# Oak spiral and bubbles



## Matty_Kay (May 2, 2014)

Hi- last night I added an American oak medium-plus toast spiral to 5 gallons of Merlot aging in a carboy and upon doing so there was a massive rush of bubbles rising to the top of the carboy.

Has this happened to anyone else before? As of this morning there are still bubbles rising but not the same degree as last night.

Is it potentially trapped CO2? Or should I be concerned of something else.

Thanks.


----------



## sour_grapes (May 2, 2014)

It's almost certainly dissolved CO2. The pores of the wood provided nucleation sites for the formation of bubbles (heterogenous nucleation).


----------



## Floandgary (May 2, 2014)

Pos-olutely!! Every time I add oak or anything else, even after stabilization, I stand by with the towels!! CO2 for sure.. Will settle down within a day or so depending on amounts added.


----------



## Matty_Kay (May 2, 2014)

Thanks guys, the wine fermented to dry and went through mlf so when I saw the rush of bubbles I was kinda surprised.
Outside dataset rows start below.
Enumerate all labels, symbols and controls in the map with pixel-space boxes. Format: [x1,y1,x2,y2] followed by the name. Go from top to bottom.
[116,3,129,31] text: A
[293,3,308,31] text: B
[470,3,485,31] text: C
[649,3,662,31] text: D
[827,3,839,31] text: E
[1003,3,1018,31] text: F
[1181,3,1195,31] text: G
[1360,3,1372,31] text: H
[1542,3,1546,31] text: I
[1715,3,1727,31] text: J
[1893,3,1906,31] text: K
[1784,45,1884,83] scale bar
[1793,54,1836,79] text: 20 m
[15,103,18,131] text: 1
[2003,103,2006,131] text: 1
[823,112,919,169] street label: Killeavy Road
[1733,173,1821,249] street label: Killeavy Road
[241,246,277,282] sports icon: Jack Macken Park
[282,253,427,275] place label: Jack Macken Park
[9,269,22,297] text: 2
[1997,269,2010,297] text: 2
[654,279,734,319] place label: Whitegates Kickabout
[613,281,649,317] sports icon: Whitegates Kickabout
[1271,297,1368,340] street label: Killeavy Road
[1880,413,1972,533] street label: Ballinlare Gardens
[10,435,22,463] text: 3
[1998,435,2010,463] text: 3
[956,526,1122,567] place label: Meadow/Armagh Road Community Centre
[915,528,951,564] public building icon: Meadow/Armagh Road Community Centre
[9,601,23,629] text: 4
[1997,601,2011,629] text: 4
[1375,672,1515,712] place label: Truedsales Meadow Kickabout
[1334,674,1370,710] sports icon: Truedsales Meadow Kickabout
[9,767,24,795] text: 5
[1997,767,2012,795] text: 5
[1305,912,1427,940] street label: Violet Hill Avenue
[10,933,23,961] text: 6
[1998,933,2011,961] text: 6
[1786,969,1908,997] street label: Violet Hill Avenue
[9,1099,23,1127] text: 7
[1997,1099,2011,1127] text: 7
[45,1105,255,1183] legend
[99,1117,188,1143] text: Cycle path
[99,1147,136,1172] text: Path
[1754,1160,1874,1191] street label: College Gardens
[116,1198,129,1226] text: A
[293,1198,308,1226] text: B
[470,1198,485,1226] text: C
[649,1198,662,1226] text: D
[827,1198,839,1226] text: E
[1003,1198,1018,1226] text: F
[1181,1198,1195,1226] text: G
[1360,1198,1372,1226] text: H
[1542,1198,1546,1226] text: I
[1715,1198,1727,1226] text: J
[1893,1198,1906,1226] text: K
Glad its nothing to worry about.


----------



## Elmer (May 2, 2014)

Matty_Kay said:


> Thanks guys, the wine fermented to dry and went through mlf so when I saw the rush of bubbles I was kinda surprised. Glad its nothing to worry about.




I added an OZ of med Toast Hungarian cubes to a dirt cheap store bought whiskey.
I have it sitting in a fancy glass carafe, and while stealing a little last night I had the same issue. 
Bubbles and bubbles, and bubbles!

Of course it is weird that I noticed this in a store bought whiskey, but never paid enough attention to see it in the wine I make!


----------